Field of View I is the first studio album by Japanese group Field of View. The album was released on October 10, 1995 by Zain Records. The album reached #1 on the Oricon chart for its first week with 321,390 sold copies.
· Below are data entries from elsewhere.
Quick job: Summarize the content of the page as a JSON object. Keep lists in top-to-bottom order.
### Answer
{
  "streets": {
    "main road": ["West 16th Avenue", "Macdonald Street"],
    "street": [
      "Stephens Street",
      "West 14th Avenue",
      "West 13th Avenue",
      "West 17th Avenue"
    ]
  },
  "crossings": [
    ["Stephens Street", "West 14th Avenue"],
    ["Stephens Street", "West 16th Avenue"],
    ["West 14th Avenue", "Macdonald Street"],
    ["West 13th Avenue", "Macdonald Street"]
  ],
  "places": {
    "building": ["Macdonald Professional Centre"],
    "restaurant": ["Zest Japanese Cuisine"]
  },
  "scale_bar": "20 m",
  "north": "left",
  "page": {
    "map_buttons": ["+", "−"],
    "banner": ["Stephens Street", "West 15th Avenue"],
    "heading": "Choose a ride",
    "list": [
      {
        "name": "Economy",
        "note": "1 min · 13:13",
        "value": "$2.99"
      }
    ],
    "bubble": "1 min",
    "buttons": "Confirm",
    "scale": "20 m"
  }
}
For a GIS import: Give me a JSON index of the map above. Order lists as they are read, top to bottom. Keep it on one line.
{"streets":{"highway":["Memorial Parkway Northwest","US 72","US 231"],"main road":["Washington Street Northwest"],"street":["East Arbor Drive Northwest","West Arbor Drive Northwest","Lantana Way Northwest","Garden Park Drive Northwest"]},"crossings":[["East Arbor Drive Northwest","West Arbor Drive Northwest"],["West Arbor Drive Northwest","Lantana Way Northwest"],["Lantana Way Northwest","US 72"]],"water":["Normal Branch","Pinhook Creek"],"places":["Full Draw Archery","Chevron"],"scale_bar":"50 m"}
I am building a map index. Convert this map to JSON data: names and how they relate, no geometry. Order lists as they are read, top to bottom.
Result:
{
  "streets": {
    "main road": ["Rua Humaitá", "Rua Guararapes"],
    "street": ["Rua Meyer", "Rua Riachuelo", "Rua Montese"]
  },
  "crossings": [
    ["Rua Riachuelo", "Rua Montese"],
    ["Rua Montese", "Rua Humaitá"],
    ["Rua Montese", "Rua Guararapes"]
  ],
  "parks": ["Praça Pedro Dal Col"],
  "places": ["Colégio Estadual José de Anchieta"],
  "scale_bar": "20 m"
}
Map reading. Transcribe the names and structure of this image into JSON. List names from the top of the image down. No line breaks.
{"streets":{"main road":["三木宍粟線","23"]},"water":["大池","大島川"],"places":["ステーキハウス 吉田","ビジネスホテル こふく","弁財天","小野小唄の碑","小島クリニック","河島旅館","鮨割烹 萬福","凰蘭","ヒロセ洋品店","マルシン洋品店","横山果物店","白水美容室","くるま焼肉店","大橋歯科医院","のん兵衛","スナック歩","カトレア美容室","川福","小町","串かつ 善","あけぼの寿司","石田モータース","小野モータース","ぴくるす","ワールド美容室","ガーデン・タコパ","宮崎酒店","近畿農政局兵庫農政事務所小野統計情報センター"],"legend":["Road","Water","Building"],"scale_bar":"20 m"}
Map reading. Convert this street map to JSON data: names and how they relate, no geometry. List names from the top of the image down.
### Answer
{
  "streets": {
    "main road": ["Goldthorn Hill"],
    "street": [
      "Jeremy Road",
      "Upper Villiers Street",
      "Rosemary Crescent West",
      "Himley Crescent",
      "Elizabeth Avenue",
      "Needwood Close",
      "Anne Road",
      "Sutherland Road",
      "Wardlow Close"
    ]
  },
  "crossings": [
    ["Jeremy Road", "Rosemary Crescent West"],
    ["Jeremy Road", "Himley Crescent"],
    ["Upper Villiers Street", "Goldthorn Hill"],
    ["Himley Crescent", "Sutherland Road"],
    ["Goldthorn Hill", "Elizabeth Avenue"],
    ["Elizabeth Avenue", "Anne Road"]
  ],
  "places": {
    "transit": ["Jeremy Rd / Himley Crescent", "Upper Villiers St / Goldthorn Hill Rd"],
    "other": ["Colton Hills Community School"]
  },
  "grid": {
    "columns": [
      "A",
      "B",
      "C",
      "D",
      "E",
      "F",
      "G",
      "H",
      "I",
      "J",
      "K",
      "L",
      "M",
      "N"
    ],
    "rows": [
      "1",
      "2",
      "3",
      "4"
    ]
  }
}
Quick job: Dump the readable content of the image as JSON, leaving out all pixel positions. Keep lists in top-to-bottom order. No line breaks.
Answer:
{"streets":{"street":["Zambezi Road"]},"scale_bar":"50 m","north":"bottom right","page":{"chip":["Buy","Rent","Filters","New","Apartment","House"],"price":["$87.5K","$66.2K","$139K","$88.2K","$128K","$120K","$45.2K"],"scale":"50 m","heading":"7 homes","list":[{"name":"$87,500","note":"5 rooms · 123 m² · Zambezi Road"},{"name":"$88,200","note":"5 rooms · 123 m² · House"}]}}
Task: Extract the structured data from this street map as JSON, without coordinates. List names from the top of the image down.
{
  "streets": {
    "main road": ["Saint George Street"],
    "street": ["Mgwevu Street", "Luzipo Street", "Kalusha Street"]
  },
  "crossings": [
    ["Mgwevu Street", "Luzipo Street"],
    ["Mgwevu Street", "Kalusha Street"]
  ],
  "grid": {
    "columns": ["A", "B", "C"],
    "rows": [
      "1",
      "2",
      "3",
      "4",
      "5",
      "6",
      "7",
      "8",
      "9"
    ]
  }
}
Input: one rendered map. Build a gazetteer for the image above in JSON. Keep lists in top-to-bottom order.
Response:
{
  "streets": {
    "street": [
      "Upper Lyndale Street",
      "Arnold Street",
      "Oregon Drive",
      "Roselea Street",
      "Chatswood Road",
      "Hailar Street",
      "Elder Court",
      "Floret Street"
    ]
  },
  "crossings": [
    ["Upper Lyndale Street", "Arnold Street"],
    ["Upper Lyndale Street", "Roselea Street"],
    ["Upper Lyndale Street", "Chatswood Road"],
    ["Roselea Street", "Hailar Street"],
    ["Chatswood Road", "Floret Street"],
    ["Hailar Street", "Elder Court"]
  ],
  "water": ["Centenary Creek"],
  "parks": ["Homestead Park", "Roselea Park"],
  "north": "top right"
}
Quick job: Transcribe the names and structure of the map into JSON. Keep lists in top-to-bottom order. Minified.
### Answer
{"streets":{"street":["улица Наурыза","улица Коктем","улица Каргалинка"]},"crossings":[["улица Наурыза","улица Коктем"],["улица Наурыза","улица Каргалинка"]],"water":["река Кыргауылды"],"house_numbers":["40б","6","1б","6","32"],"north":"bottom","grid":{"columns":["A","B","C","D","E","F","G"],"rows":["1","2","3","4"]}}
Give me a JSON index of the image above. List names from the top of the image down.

It charted for 15 weeks and sold 628,210 copies.

==Track listing==

| No. | Title | Lyrics | Music | Arranger(s) | Length |
|---|---|---|---|---|---|
| 1. | "Sepia" (セピア) | U-ya Asaoka | Yoshio Tatano | Jun Abe | 4:15 |
| 2. | "Totsuzen" (突然) | Izumi Sakai | Tetsurō Oda | Takeshi Hayama | 4:33 |
| 3. | "Koi ga Ai ni Kawatteyuku Made ni" (恋が愛に変わってゆくまでに) | U-ya Asaoka | U-ya Asaoka | Jun Abe | 3:43 |
| 4. | "Kitto Hanareteitemo" (きっと離れていても) | U-ya Asaoka | U-ya Asaoka | Daisuke Ikeda | 4:56 |
| 5. | "Think of myself" | U-ya Asaoka | Yoshio Tatano | Jun Abe | 4:42 |
| 6. | "Mayowanaide" (迷わないで) | U-ya Asaoka | Yoshio Tatano | Daisuke Ikeda | 4:31 |
| 7. | "Moonlight" (とまどいの季節) | U-ya Asaoka | Yoshio Tatano | Daisuke Ikeda | 3:29 |
| 8. | "Tomadoi no Kisetsu" | U-ya Asaoka | Yoshio Tatano | Daisuke Ikeda | 3:28 |
| 9. | "Ashita no Tameni" (明日のために) | U-ya Asaoka | U-ya Asaoka | Jun Abe | 4:40 |
| 10. | "Kimi ga Ita kara" (君がいたから) | Izumi Sakai | Tetsurō Oda | Takeshi Hayama | 4:08 |

==Usage in media==
- Kimi ga Ita Kara was used as the theme song for the Fuji TV drama "Kagayaku Kisetsu no Naka de".
- Sepia was used in a TV commercial for the 1996 "Toei Anime Fair" to promote Dragon Ball: The Path to Power.
- Totsuzen was used in a commercial for Pocari Sweat.
- Think of myself was used in a commercial for the "Astel Kansai Corporation".
- Mayowanaide was used as the ending theme for the TV Asahi program "Mokugeki! Dokyun".

==Cover==
Zard covered "Totsuzen" and "Kimi ga Ita kara" on their album Today Is Another Day.